UK divided: the huge intergenerational gap in the 2019 general election

Vote ballot. (Image: El Paso County Vote Archives)

This year’s election results bring to the light the very clear political divide amongst the generations, changing the British electoral map completely.

On the morning hours of Friday 13 December, the general election results were revealed to the public with Boris Johnson and the Conservative party winning with 365 seats to Jeremy Corbyn and the Labour party’s 203 seats.

The Conservative party exceeded the number of seats needed for the majority, leaving the Labour party with a loss that was considered one of the most devastating losses since the 1935 election.

Since the 2016 Brexit EU Referendum and the 2017 general election, there had been a spike in younger voters and their involvement in politics over the years. While the new generation of voters had high hopes for this year’s election, the previous generations’ votes had surpassed them.

After this election and having the Conservative party the majority vote for the third year in a row, it is very clear that there has been a huge shift in British politics.

The Labour party has already lost its majority vote in the northern and traditional heartlands but during this election, has lost some of the more liberal boroughs in London.

Does age matter?

In a poll done by Lord Ashcroft, with approximately 13,000 people on the day of the election, there is a clear divide amongst the age groups. The Labour party had secure 57% of the 18-24 year old voters and 55% of the 25-34 while the Conservative party managed to secure high percentages in the 55-64 and 62% amongst the 65 and over age range. There was a clear division in voting preferences.

Poll taken on election day 13 December. (Image: Lord Ashcroft Polls).

Kamran, 30, a Labour party voter and resident of Hackney, visibly upset after discovering the results, said: “I’m not surprised by the result, but I am disappointed by it. It feels like a lack of foresight. I understand that a lot of older voters were swayed by a desire to leave the European Union, but I’m worried this Conservative government’s continued neglect of public services will leave a lasting impact on generations to come. I really think it’s time the Government seriously considered lowering the voting age.”

Backed by Jeremy Corbyn, the question as to whether or not the voting age should be lowered to 16 has come into play once again. Based on the results from just this poll alone, the Conservative party would not benefit from this and has adamantly been against the idea since it was brought up back in 2017 by Labour MP Jim McMahon.

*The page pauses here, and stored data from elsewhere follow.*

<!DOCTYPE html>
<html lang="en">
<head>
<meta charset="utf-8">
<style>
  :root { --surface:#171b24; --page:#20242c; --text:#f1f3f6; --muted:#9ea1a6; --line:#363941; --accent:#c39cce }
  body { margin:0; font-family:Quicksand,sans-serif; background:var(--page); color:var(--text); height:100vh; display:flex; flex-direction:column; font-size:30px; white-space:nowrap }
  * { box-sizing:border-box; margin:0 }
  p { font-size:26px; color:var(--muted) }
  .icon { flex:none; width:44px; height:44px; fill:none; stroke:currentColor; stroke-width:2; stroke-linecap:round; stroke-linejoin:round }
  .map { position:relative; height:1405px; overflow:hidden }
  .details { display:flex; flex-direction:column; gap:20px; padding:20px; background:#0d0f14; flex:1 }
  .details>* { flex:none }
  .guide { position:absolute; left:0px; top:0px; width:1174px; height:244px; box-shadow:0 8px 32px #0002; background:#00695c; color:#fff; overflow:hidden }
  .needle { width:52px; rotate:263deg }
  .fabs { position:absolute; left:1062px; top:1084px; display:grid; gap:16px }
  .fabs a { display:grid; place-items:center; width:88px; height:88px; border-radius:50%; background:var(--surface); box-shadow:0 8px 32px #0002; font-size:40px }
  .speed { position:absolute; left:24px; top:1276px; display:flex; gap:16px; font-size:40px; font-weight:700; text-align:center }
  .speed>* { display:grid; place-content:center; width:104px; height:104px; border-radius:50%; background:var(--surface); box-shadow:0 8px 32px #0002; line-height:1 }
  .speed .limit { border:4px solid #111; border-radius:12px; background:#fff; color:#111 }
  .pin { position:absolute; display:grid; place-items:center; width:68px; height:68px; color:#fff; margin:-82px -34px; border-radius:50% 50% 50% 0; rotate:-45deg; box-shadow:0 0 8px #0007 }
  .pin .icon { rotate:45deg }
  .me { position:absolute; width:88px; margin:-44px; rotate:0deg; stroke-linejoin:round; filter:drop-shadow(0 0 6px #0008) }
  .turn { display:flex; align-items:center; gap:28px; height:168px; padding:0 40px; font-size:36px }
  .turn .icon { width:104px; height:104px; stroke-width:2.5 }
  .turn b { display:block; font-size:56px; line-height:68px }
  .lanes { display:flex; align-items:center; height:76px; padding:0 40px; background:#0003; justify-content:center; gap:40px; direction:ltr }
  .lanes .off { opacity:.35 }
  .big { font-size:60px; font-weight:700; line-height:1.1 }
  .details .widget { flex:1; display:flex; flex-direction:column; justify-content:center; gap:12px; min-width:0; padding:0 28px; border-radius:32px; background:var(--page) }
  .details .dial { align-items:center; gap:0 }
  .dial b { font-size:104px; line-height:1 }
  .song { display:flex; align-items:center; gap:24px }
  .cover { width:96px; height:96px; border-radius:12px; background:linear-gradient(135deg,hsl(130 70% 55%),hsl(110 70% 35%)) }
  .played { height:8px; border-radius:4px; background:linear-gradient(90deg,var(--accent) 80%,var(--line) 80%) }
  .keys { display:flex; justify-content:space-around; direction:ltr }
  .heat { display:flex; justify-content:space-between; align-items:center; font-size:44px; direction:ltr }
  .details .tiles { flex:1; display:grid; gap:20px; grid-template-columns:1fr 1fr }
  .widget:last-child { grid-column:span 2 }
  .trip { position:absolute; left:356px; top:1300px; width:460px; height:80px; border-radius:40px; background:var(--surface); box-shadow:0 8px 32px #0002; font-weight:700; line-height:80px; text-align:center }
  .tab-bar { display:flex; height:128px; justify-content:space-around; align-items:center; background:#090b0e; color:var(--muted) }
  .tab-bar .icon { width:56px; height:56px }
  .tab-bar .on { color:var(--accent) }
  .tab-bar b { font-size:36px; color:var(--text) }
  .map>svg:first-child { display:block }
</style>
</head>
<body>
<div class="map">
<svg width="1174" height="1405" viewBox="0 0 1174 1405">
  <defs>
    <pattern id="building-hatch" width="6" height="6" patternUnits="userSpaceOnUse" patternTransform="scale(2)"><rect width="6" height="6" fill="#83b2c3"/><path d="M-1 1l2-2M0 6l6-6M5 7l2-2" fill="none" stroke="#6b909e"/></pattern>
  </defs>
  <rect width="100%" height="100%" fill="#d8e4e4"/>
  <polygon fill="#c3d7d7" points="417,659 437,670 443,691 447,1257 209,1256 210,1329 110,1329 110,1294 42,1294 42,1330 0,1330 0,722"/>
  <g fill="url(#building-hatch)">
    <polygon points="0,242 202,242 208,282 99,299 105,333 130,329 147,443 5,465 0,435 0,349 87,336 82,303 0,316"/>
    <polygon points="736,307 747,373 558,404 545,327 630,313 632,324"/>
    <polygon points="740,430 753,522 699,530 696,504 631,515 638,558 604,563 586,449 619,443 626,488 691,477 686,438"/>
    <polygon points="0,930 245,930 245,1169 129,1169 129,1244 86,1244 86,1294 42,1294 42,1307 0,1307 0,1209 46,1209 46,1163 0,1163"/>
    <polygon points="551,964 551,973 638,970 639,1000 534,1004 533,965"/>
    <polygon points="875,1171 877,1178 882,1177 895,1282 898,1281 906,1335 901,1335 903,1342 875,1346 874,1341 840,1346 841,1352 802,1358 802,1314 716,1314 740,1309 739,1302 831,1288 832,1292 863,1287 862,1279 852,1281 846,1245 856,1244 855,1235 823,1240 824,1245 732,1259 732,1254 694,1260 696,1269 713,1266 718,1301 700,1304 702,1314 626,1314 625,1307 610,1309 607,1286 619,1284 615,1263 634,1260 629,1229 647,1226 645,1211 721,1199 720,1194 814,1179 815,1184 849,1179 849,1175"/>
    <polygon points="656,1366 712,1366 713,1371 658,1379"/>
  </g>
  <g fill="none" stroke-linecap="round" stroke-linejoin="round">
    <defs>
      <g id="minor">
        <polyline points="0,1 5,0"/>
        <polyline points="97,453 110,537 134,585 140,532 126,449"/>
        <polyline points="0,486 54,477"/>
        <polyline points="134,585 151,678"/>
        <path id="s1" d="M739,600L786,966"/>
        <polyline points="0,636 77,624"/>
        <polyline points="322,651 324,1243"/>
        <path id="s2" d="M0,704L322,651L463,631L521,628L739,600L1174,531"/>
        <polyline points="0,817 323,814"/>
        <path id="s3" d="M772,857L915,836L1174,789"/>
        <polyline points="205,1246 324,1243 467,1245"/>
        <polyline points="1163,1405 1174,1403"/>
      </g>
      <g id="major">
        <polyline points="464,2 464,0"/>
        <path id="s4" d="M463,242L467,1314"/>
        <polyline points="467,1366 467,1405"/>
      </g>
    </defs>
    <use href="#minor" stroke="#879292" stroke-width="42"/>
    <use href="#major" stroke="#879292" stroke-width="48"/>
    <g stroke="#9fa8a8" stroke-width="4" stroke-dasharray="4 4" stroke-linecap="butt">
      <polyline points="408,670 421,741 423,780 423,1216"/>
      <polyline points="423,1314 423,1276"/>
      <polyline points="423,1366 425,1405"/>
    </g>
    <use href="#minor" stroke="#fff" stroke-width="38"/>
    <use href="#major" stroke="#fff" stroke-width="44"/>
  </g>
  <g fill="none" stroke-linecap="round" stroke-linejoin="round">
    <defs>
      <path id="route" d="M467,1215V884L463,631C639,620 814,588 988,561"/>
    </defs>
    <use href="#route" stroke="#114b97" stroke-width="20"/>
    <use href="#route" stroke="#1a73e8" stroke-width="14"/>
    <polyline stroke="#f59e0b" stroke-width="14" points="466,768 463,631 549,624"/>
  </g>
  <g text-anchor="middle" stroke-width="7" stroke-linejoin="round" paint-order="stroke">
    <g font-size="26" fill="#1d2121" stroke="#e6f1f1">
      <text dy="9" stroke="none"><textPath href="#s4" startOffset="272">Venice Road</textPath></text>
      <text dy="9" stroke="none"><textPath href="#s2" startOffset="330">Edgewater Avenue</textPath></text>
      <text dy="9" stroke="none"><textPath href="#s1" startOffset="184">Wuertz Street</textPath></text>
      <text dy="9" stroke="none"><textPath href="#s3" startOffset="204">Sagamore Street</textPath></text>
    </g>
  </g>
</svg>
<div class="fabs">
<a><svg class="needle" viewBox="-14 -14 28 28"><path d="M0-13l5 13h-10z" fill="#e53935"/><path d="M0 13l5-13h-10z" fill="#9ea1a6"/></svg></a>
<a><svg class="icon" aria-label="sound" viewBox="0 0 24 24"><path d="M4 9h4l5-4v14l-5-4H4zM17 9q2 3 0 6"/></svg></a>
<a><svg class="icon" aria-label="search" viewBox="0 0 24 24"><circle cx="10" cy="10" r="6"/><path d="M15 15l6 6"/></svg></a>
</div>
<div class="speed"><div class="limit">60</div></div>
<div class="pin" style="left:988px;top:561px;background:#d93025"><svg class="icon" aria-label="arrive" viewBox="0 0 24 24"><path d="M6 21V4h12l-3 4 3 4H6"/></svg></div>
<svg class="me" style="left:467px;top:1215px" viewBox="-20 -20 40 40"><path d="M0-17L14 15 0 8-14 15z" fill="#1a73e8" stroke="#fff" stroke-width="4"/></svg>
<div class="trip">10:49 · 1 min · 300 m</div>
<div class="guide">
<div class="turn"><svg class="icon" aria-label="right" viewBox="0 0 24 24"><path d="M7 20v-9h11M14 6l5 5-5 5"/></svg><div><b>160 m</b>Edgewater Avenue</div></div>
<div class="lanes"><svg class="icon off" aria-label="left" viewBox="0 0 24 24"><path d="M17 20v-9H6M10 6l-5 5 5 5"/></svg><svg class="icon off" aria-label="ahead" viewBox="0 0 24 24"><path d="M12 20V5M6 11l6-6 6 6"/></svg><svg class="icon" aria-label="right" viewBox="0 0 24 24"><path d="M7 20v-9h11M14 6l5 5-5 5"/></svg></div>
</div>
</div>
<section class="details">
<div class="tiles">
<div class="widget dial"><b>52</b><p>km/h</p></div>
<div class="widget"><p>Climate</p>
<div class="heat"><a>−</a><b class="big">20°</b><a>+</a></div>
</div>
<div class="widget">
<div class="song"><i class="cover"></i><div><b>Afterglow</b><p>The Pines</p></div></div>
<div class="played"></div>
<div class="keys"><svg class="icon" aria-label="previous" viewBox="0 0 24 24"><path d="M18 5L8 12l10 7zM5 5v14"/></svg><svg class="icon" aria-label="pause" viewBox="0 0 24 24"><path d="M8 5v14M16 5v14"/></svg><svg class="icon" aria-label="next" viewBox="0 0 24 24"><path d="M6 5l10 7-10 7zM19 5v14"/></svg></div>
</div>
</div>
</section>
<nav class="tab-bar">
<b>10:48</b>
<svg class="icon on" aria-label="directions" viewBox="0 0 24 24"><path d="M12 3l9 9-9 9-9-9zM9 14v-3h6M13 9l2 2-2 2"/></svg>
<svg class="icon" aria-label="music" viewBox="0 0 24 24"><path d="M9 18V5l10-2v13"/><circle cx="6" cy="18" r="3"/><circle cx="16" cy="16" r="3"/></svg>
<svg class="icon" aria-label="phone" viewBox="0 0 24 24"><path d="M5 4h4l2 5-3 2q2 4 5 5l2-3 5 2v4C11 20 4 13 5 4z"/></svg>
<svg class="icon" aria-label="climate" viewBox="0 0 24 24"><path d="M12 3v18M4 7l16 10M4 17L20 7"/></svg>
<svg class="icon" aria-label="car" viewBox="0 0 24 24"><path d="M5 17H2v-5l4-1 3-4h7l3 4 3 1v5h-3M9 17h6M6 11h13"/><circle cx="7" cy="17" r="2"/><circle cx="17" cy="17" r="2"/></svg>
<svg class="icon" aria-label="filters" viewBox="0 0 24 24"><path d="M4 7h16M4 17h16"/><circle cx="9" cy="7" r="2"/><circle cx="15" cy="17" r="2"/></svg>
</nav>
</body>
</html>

Celia, 72, resident of Bromley feels that the country must try and put the generational divide behind them. She said: “It might not be the result that many younger voters were hoping for, but we live in a democracy, so the results of a general election have to be accepted. Senior citizens have as much a right to have a say on the future as anyone else. The Government won a clear majority, so hopefully the entire country can get behind the Prime Minister.”

The Conservative party won the majority vote for the third year in a row with Boris Johnson continuing as the Prime Minister.